## Stored items
"""
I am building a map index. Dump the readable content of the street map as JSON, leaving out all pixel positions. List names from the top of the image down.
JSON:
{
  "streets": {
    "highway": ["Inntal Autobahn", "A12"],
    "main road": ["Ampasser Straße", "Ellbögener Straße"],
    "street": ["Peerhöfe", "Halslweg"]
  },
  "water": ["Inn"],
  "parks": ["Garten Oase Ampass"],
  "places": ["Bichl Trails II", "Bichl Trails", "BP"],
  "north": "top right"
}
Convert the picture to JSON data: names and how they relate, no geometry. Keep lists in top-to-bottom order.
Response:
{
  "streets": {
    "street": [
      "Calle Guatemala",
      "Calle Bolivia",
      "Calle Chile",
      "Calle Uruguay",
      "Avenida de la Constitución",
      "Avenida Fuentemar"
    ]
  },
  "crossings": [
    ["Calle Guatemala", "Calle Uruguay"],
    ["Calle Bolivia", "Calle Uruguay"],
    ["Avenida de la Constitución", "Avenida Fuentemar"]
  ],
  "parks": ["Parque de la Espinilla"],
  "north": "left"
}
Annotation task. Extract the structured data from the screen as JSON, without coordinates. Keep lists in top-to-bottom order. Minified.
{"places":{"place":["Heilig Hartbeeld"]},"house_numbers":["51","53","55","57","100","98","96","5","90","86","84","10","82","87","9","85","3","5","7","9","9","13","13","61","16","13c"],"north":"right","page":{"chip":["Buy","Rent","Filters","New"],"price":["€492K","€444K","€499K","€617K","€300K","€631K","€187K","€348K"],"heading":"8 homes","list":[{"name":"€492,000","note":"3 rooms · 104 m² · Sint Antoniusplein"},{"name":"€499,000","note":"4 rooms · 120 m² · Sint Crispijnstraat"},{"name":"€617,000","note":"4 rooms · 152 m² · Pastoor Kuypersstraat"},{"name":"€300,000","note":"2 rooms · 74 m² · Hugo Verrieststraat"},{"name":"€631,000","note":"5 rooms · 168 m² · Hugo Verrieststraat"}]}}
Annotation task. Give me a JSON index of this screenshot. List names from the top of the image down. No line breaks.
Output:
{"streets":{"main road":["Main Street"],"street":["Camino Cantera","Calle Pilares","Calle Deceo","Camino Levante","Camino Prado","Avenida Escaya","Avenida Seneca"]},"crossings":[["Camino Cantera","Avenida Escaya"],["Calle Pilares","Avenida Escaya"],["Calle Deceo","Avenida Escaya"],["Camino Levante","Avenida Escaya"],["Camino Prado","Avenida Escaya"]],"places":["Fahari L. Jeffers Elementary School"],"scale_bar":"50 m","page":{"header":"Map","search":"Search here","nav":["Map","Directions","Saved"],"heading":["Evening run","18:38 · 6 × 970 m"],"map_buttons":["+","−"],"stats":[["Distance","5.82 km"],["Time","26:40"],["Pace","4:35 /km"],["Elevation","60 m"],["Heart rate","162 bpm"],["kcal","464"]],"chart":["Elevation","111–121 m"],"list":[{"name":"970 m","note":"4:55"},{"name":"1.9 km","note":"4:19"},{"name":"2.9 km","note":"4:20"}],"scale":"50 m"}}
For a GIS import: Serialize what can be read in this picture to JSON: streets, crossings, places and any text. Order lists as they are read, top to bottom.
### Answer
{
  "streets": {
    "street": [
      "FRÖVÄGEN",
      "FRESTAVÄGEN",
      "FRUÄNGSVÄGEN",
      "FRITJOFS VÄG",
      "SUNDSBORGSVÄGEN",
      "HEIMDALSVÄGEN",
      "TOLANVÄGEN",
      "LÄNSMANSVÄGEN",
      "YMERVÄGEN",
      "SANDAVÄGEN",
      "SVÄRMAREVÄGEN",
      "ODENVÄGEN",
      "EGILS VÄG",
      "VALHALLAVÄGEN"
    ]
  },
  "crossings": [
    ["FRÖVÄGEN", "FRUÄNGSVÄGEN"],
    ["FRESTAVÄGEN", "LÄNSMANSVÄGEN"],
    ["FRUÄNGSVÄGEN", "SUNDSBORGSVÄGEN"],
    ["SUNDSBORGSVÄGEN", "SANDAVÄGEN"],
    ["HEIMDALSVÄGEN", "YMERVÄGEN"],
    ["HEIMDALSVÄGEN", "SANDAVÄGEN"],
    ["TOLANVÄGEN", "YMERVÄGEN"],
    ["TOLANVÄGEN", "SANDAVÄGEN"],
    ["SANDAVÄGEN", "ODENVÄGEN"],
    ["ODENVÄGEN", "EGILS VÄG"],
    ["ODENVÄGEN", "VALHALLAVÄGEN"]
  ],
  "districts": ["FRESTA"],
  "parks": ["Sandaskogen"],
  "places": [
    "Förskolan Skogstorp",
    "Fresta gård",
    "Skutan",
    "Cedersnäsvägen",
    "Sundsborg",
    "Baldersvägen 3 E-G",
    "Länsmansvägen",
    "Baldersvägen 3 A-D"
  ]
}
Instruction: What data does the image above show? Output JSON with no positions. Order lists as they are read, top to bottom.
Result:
"""
## What is needed
Wherever the word "down" occurs in the data, copy that whole line.

## Response
I am building a map index. Dump the readable content of the street map as JSON, leaving out all pixel positions. List names from the top of the image down.
Annotation task. Give me a JSON index of this screenshot. List names from the top of the image down. No line breaks.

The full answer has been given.